▶ [Work to complete] Print out the data below. Do not alter a single line.

┄┄┄┄┄┄┄┄┄┄┄┄┄┄┄┄┄┄┄┄

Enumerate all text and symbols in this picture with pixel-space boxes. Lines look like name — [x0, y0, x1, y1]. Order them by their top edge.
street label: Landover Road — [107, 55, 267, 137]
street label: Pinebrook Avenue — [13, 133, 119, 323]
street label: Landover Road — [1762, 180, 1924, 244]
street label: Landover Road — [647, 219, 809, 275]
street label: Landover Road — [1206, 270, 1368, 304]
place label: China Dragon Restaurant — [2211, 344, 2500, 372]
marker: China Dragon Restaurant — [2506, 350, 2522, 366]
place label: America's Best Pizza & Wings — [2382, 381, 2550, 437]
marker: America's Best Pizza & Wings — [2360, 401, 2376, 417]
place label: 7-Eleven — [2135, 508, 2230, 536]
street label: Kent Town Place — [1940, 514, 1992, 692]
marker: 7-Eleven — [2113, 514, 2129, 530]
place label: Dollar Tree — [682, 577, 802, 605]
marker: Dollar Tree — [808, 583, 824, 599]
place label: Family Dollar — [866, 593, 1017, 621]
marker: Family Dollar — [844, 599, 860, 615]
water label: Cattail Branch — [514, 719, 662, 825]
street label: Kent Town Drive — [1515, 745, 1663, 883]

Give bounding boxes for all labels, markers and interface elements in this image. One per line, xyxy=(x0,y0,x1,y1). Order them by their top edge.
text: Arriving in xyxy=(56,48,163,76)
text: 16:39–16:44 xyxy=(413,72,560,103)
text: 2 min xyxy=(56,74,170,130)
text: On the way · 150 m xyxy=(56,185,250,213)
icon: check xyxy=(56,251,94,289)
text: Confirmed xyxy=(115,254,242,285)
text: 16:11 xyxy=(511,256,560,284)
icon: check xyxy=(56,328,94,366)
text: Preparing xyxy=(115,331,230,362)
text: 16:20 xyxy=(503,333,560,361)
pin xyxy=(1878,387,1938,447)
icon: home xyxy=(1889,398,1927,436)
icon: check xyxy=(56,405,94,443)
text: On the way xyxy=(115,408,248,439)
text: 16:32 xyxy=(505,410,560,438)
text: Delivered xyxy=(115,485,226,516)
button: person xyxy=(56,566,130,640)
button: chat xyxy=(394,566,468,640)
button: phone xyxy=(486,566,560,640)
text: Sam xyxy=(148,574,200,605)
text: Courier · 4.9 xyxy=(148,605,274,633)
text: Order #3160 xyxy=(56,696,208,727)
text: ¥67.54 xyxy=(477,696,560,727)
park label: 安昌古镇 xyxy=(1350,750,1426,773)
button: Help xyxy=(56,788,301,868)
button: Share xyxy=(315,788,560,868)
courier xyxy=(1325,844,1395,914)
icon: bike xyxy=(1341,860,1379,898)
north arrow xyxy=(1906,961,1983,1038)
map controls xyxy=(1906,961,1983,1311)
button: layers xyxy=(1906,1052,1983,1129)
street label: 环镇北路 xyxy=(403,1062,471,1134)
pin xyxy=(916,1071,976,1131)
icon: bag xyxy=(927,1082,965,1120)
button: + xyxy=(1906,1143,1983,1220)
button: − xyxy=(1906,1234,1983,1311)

┄┄┄┄┄┄┄┄┄┄┄┄┄┄┄┄┄┄┄┄

▶ [Solution]
Enumerate all text and symbols in this picture with pixel-space boxes. Lines look like name — [x0, y0, x1, y1]. Order them by their top edge.
street label: Landover Road — [107, 55, 267, 137]
street label: Pinebrook Avenue — [13, 133, 119, 323]
street label: Landover Road — [1762, 180, 1924, 244]
street label: Landover Road — [647, 219, 809, 275]
street label: Landover Road — [1206, 270, 1368, 304]
place label: China Dragon Restaurant — [2211, 344, 2500, 372]
marker: China Dragon Restaurant — [2506, 350, 2522, 366]
place label: America's Best Pizza & Wings — [2382, 381, 2550, 437]
marker: America's Best Pizza & Wings — [2360, 401, 2376, 417]
place label: 7-Eleven — [2135, 508, 2230, 536]
street label: Kent Town Place — [1940, 514, 1992, 692]
marker: 7-Eleven — [2113, 514, 2129, 530]
place label: Dollar Tree — [682, 577, 802, 605]
marker: Dollar Tree — [808, 583, 824, 599]
place label: Family Dollar — [866, 593, 1017, 621]
marker: Family Dollar — [844, 599, 860, 615]
water label: Cattail Branch — [514, 719, 662, 825]
street label: Kent Town Drive — [1515, 745, 1663, 883]

Give bounding boxes for all labels, markers and interface elements in this image. One per line, xyxy=(x0,y0,x1,y1). Order them by their top edge.
text: Arriving in xyxy=(56,48,163,76)
text: 16:39–16:44 xyxy=(413,72,560,103)
text: 2 min xyxy=(56,74,170,130)
text: On the way · 150 m xyxy=(56,185,250,213)
icon: check xyxy=(56,251,94,289)
text: Confirmed xyxy=(115,254,242,285)
text: 16:11 xyxy=(511,256,560,284)
icon: check xyxy=(56,328,94,366)
text: Preparing xyxy=(115,331,230,362)
text: 16:20 xyxy=(503,333,560,361)
pin xyxy=(1878,387,1938,447)
icon: home xyxy=(1889,398,1927,436)
icon: check xyxy=(56,405,94,443)
text: On the way xyxy=(115,408,248,439)
text: 16:32 xyxy=(505,410,560,438)
text: Delivered xyxy=(115,485,226,516)
button: person xyxy=(56,566,130,640)
button: chat xyxy=(394,566,468,640)
button: phone xyxy=(486,566,560,640)
text: Sam xyxy=(148,574,200,605)
text: Courier · 4.9 xyxy=(148,605,274,633)
text: Order #3160 xyxy=(56,696,208,727)
text: ¥67.54 xyxy=(477,696,560,727)
park label: 安昌古镇 xyxy=(1350,750,1426,773)
button: Help xyxy=(56,788,301,868)
button: Share xyxy=(315,788,560,868)
courier xyxy=(1325,844,1395,914)
icon: bike xyxy=(1341,860,1379,898)
north arrow xyxy=(1906,961,1983,1038)
map controls xyxy=(1906,961,1983,1311)
button: layers xyxy=(1906,1052,1983,1129)
street label: 环镇北路 xyxy=(403,1062,471,1134)
pin xyxy=(916,1071,976,1131)
icon: bag xyxy=(927,1082,965,1120)
button: + xyxy=(1906,1143,1983,1220)
button: − xyxy=(1906,1234,1983,1311)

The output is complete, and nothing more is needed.